I am afraid I don't know the answer. Need to experiment a bit more. I have
not used CompositeInputFormat so cannot comment.

Probably, someone else on the ML(Mailing List) would be able to guide here.


On Wed, Jan 16, 2013 at 6:01 PM, Stuti Awasthi <stutiawas...@hcl.com> wrote:

> Thanks Ashish,
>
> So according to the link if one is using CompositeInputFormat then it will
> take entire file as Input to a mapper without considering
> InputSplits/blocksize.
> If I am understanding it correctly then it is asking to break [Original
> Input File]->[flie1,file2,....] .
>
> So If my file is  [/test/MatrixA] --> [/test/smallfiles/file1,
> [/test/smallfiles/file2, [/test/smallfiles/file3...............  ]
>
> Now will the input path in MatrixMultiplicationJob will be directory path
> : /test/smallfiles  ??
>
> Will breaking file in such manner will cause problem in algorithmic
> execution of MR job. Im not sure if output will be correct .
>
> -----Original Message-----
> From: Ashish [mailto:paliwalash...@gmail.com]
> Sent: Wednesday, January 16, 2013 5:44 PM
> To: user@mahout.apache.org
> Subject: Re: MatrixMultiplicationJob runs with 1 mapper only ?
>
> MatrixMultiplicationJob internally sets InputFormat as CompositeInputFormat
>
> JobConf conf = new JobConf(initialConf, MatrixMultiplicationJob.class);
> conf.setInputFormat(CompositeInputFormat.class);
>
> and AFAIK, CompositeInputFormat ignores the splits.

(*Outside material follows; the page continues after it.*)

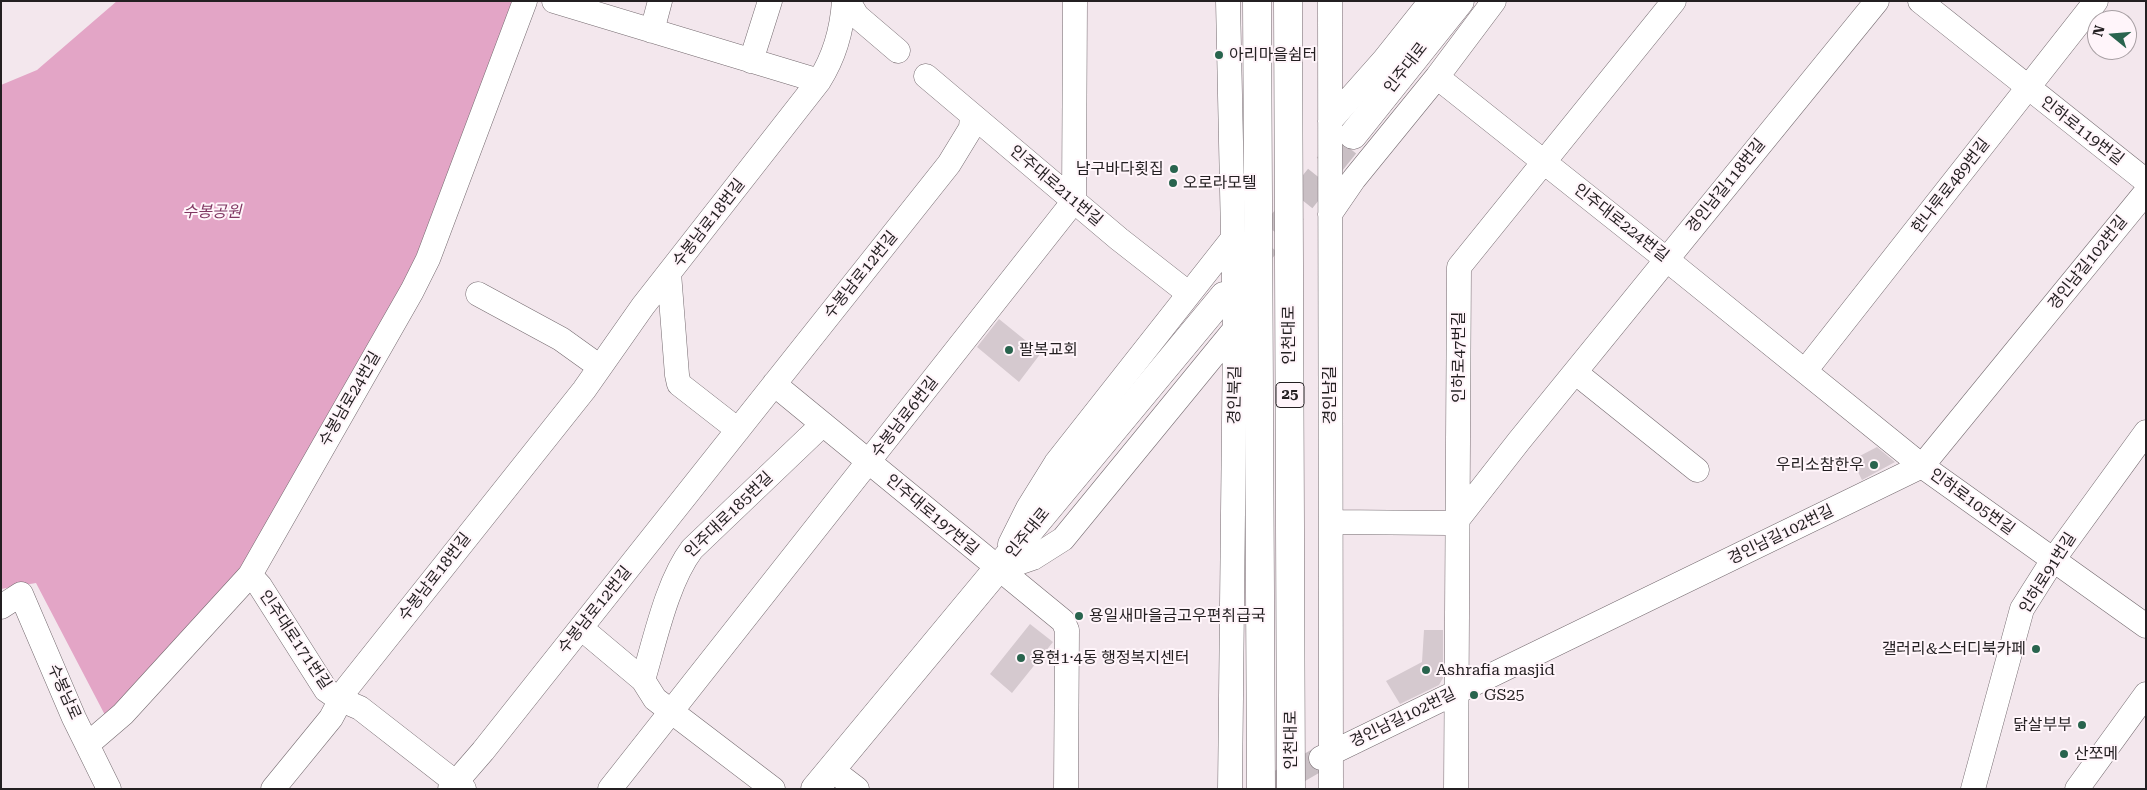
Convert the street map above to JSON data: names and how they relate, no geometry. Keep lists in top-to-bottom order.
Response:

See this
> http://stackoverflow.com/questions/8654200/hadoop-file-splits-compositeinputformat-inner-join
>
> Unfortunately, I don't know any other alternative as of now.
>
>
> On Wed, Jan 16, 2013 at 5:05 PM, Stuti Awasthi <stutiawas...@hcl.com>
> wrote:
>
> > The issue is that currently my matrix is of dimension (100x100k),
> > Later it can be (1MX10M) or big.
> >
> > Even now if my job is running with the single mapper for (100x100k)

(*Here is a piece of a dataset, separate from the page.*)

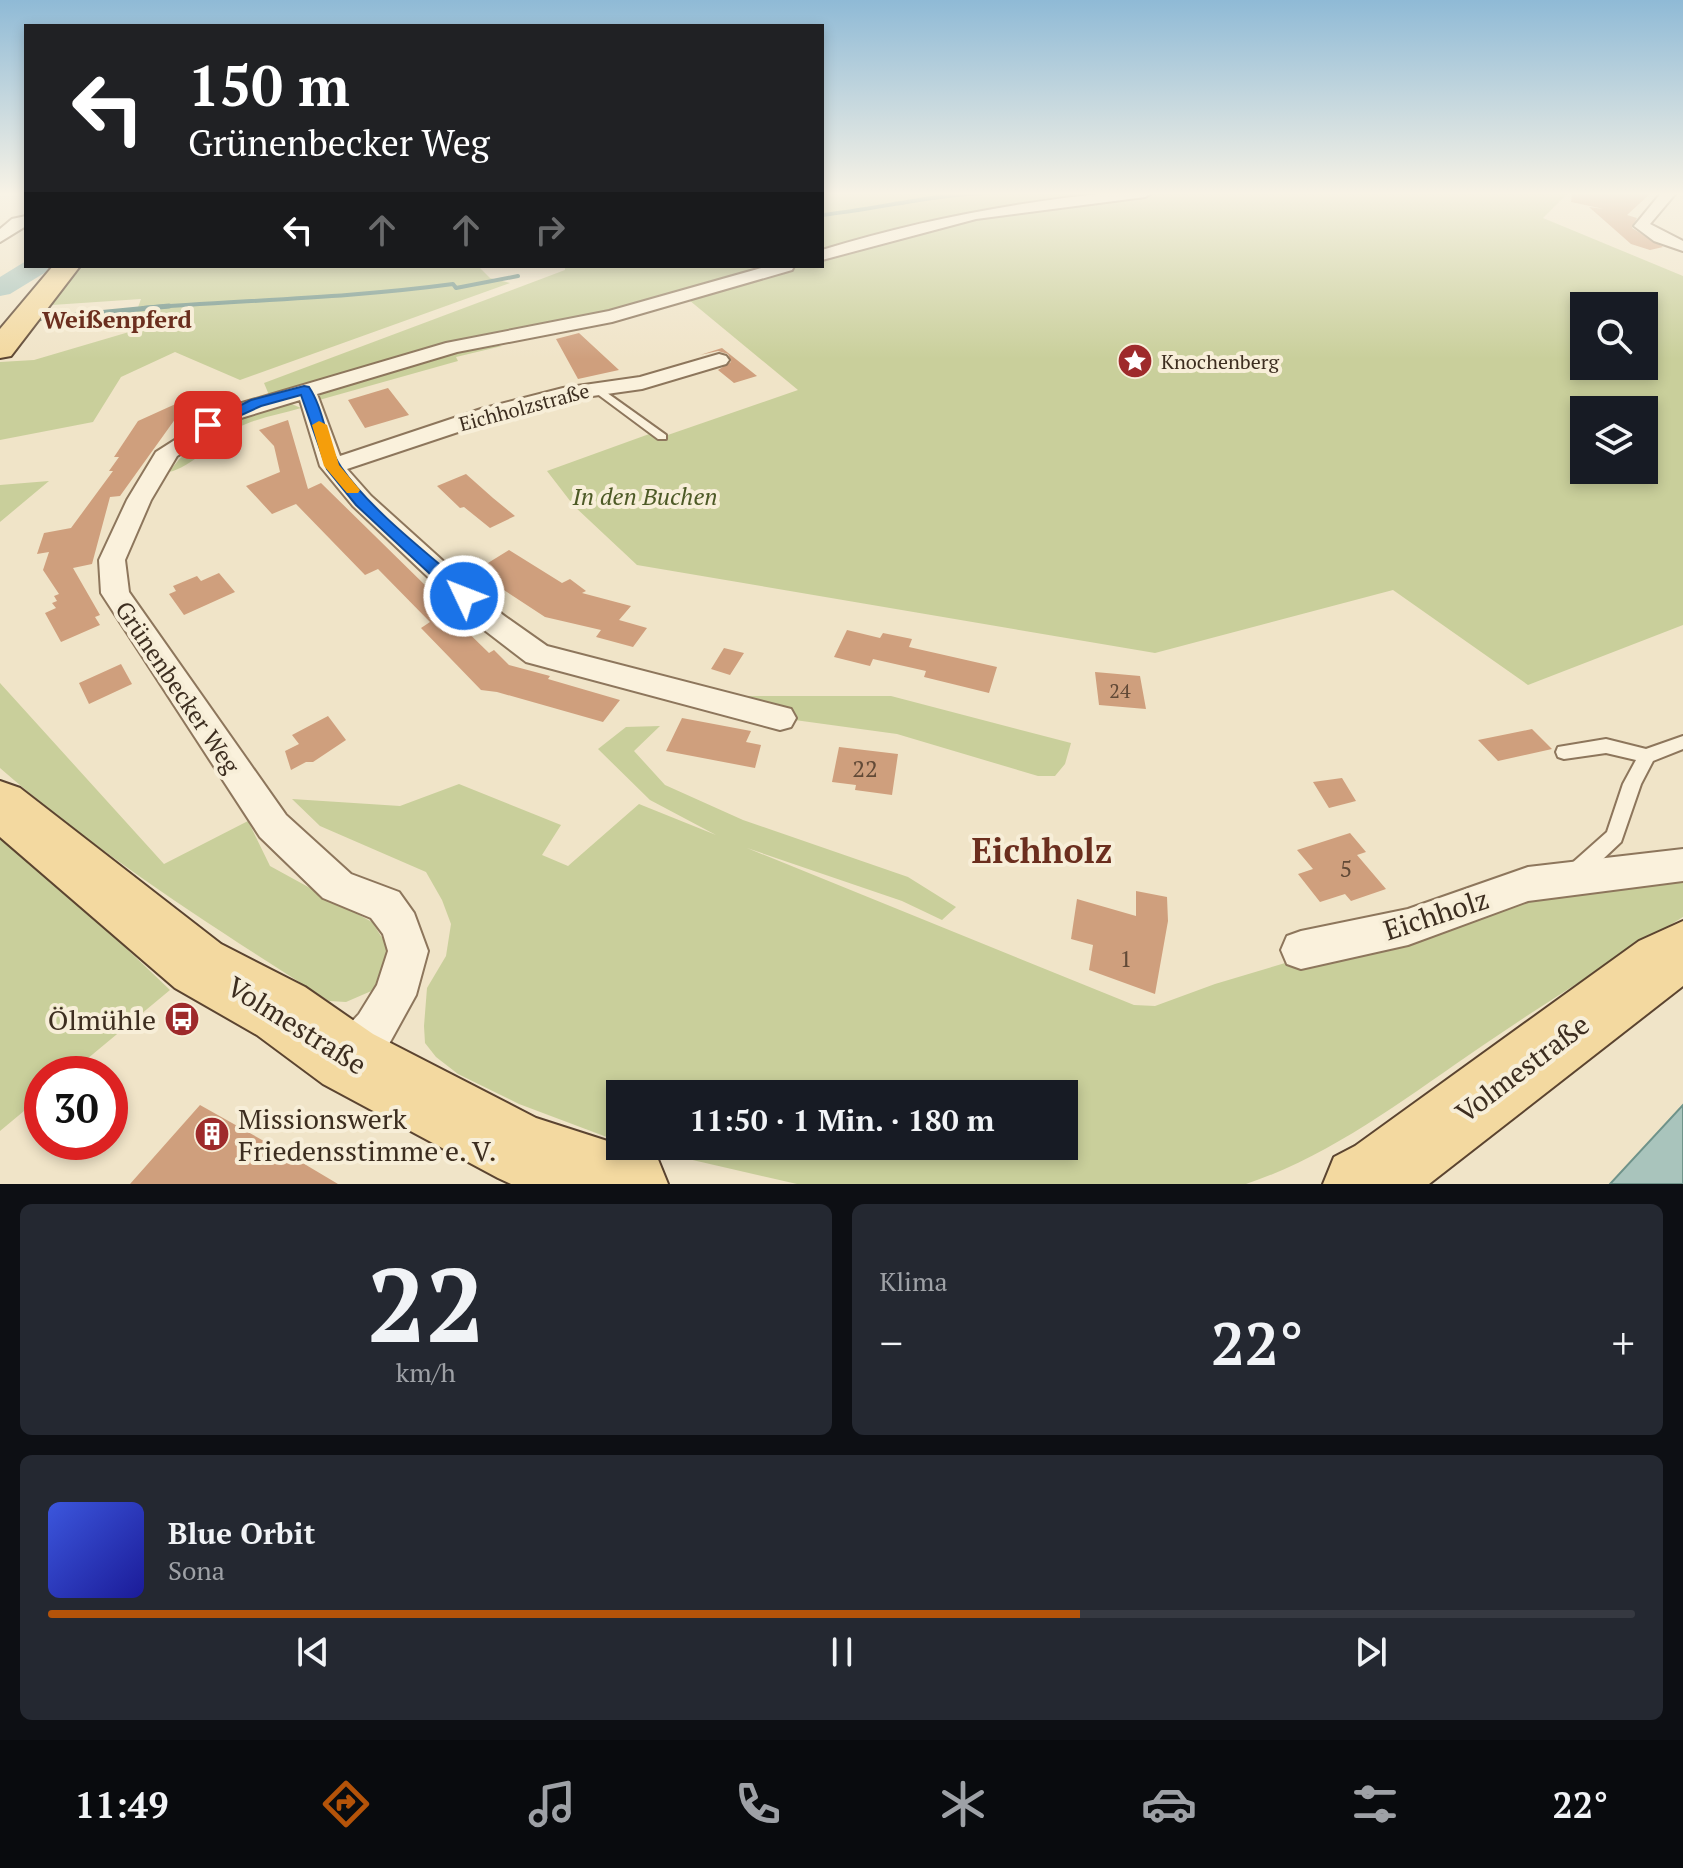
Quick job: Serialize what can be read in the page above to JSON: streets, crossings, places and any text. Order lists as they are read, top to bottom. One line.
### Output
{"streets":{"main road":["Volmestraße"],"street":["Eichholzstraße","Grünenbecker Weg","Eichholz"]},"crossings":[["Grünenbecker Weg","Volmestraße"]],"districts":["Weißenpferd","Eichholz"],"parks":["In den Buchen"],"places":{"place":["Knochenberg"],"bus stop":["Ölmühle"],"building":["Missionswerk Friedensstimme e. V."]},"house_numbers":["24","22","5","1"],"page":{"turn":["150 m","Grünenbecker Weg"],"limit":"30","trip":"11:50 · 1 Min. · 180 m","tile":[["22","km/h"],"Klima"],"heat":["−","22°","+"],"song":["Blue Orbit","Sona"],"tabs":["11:49","22°"]}}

> > and it is not able to complete the Job. As I mentioned map task just
> > proceed to 0.99% and started spilling the map output. Hence I wanted
> > to tune my job so that Mahout is able to complete the job and I can
> > utilize my cluster resources.
> >
> > As MatrixMultiplicationJob is a MR, so it should be able to handle
> > parallel map tasks. I am not sure if there is any algorithmic
> > constraints due to which it runs only with single mapper ?
> > I have taken the reference of thread so that I can set Configuration
> > myself rather by getting it with getConf() but did not got any success
> >
> > http://lucene.472066.n3.nabble.com/Setting-Number-of-Mappers-and-Reduc
> > ers-in-DistributedRowMatrix-Jobs-td888980.html
> >
> > Stuti
> >
> > -----Original Message-----
> > From: Sean Owen [mailto:sro...@gmail.com]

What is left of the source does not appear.